- _Task description_
Please list all lines of the material below in which the string "minor" occurs.

──────── Dataset entries

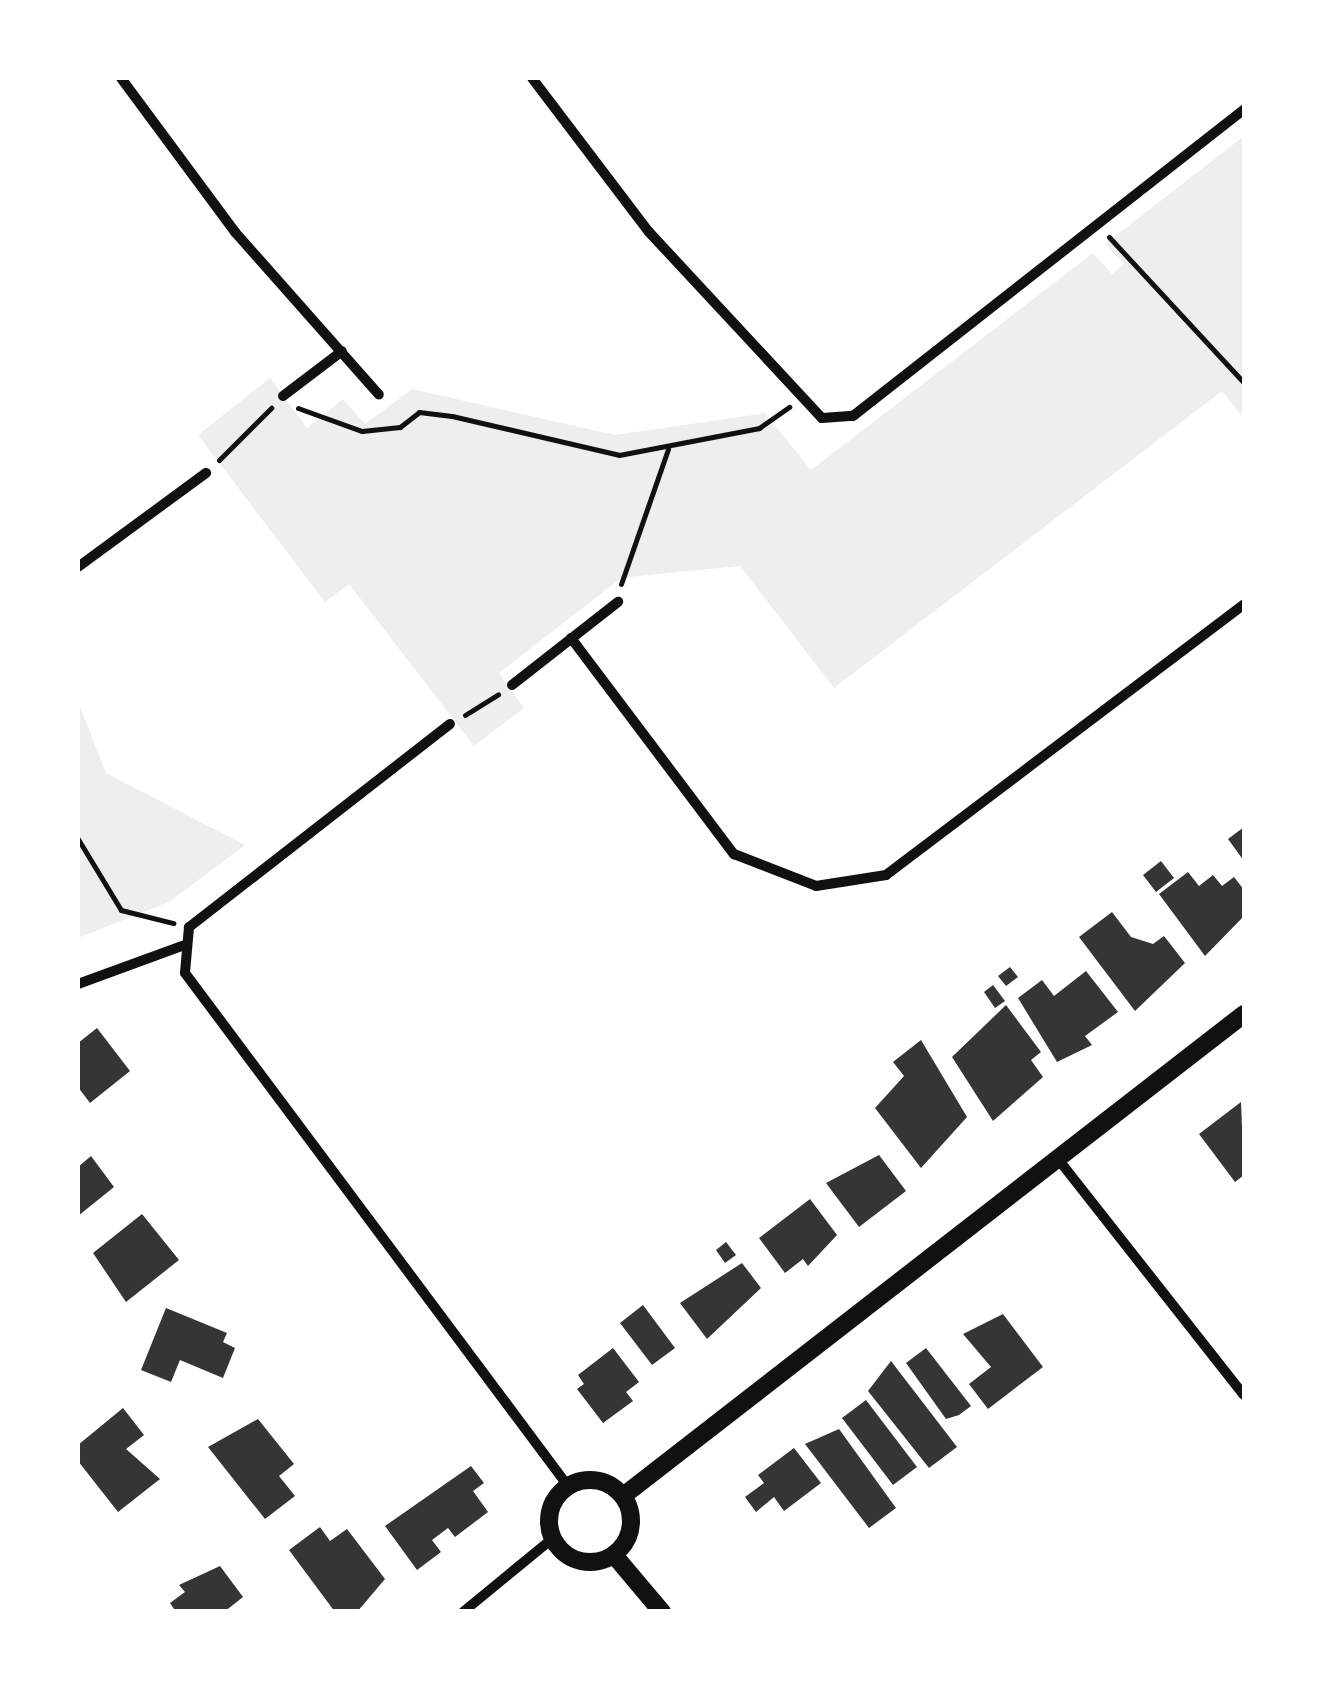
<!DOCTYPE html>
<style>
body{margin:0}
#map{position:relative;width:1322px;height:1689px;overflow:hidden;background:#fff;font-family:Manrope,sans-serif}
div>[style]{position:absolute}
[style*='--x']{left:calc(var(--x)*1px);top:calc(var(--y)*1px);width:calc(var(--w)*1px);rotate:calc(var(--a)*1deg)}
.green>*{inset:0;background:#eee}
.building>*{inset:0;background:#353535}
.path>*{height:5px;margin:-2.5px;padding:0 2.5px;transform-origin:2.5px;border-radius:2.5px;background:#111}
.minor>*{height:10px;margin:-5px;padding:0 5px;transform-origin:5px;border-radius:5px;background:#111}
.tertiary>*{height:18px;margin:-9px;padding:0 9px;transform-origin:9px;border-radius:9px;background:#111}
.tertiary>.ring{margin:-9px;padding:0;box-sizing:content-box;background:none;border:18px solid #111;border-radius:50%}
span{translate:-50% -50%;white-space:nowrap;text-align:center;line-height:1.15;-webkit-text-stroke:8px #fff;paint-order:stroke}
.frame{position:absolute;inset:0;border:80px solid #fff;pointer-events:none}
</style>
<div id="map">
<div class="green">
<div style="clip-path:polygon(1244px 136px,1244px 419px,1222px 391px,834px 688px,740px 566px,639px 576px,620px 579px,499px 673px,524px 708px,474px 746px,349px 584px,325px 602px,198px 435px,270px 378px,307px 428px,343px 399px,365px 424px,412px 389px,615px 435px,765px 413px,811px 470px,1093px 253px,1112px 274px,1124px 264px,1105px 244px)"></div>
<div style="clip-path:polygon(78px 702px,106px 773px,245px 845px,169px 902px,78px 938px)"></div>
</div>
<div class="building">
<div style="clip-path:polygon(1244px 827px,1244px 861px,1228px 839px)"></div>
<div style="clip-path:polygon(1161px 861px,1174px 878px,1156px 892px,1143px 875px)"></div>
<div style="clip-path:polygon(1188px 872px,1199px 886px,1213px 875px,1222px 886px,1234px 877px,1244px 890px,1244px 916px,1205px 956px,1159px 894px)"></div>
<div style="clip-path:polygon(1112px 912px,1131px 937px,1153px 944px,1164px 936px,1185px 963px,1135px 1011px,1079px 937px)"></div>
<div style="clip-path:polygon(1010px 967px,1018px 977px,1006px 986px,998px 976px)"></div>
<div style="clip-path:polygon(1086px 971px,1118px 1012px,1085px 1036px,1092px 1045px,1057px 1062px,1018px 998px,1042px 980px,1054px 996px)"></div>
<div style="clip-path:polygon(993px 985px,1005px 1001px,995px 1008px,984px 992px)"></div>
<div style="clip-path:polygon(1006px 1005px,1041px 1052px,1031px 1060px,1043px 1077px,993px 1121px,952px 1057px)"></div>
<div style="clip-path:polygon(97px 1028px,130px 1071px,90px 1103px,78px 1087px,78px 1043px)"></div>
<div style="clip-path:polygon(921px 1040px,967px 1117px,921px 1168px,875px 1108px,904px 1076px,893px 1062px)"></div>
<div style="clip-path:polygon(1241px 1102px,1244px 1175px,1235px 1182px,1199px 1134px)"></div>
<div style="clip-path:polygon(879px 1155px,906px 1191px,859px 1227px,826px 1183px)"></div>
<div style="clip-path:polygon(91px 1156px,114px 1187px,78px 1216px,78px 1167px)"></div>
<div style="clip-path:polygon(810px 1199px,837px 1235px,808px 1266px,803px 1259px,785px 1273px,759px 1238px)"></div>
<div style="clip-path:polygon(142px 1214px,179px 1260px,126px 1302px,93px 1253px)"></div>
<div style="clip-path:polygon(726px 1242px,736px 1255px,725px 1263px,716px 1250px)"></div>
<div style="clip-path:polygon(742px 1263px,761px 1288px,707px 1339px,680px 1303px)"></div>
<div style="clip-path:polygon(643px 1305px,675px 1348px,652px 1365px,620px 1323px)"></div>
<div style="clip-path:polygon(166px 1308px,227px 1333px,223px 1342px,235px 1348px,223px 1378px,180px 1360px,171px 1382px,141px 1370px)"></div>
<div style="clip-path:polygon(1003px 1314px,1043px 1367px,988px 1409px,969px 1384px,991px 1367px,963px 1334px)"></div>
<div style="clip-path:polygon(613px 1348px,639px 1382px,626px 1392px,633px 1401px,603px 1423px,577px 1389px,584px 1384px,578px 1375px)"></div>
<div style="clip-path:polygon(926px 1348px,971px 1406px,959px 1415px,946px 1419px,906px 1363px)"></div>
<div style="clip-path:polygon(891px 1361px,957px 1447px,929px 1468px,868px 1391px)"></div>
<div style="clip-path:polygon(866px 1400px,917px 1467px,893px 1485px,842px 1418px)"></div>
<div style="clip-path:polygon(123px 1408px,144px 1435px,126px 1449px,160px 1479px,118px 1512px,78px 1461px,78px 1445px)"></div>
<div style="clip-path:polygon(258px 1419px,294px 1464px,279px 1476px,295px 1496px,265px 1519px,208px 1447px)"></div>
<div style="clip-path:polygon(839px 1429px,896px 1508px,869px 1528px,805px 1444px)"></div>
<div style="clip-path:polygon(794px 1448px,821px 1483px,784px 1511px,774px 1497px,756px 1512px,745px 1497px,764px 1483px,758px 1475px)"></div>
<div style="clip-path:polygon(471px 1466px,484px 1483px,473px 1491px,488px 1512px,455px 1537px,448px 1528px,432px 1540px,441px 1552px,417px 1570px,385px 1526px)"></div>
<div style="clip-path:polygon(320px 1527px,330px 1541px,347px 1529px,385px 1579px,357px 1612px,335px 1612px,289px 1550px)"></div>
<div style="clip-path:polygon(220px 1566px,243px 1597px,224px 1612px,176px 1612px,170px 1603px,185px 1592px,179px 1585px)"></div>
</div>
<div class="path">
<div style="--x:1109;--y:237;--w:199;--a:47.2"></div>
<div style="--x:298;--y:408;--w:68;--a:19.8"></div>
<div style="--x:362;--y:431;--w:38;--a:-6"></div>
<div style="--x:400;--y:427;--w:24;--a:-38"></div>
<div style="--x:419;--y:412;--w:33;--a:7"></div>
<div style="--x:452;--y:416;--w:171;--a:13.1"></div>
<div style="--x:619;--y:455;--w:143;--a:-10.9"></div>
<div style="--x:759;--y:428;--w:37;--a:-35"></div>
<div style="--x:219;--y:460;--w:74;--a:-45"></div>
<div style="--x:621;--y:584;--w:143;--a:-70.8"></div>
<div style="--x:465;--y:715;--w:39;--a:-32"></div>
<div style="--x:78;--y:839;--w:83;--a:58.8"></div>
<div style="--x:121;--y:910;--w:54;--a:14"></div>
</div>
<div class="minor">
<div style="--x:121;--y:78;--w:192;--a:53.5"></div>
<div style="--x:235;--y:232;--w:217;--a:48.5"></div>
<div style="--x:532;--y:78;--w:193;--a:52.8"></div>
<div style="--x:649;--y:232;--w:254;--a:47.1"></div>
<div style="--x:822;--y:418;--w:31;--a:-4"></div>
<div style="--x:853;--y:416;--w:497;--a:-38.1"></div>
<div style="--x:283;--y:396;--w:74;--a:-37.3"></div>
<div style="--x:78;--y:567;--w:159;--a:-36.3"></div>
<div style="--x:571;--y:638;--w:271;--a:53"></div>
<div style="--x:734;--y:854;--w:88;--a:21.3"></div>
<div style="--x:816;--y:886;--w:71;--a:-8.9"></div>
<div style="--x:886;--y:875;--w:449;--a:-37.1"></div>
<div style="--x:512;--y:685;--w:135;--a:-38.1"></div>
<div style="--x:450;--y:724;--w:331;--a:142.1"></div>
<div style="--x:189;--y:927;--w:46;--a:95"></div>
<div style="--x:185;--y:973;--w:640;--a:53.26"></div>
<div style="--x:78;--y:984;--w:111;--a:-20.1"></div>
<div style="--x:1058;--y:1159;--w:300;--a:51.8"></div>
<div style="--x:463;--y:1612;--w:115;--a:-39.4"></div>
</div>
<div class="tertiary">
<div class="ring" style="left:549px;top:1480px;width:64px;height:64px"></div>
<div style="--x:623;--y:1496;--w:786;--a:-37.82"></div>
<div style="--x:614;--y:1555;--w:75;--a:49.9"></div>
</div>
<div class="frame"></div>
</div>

────────────────

- _Answer section_
.minor>*{height:10px;margin:-5px;padding:0 5px;transform-origin:5px;border-radius:5px;background:#111}
<div class="minor">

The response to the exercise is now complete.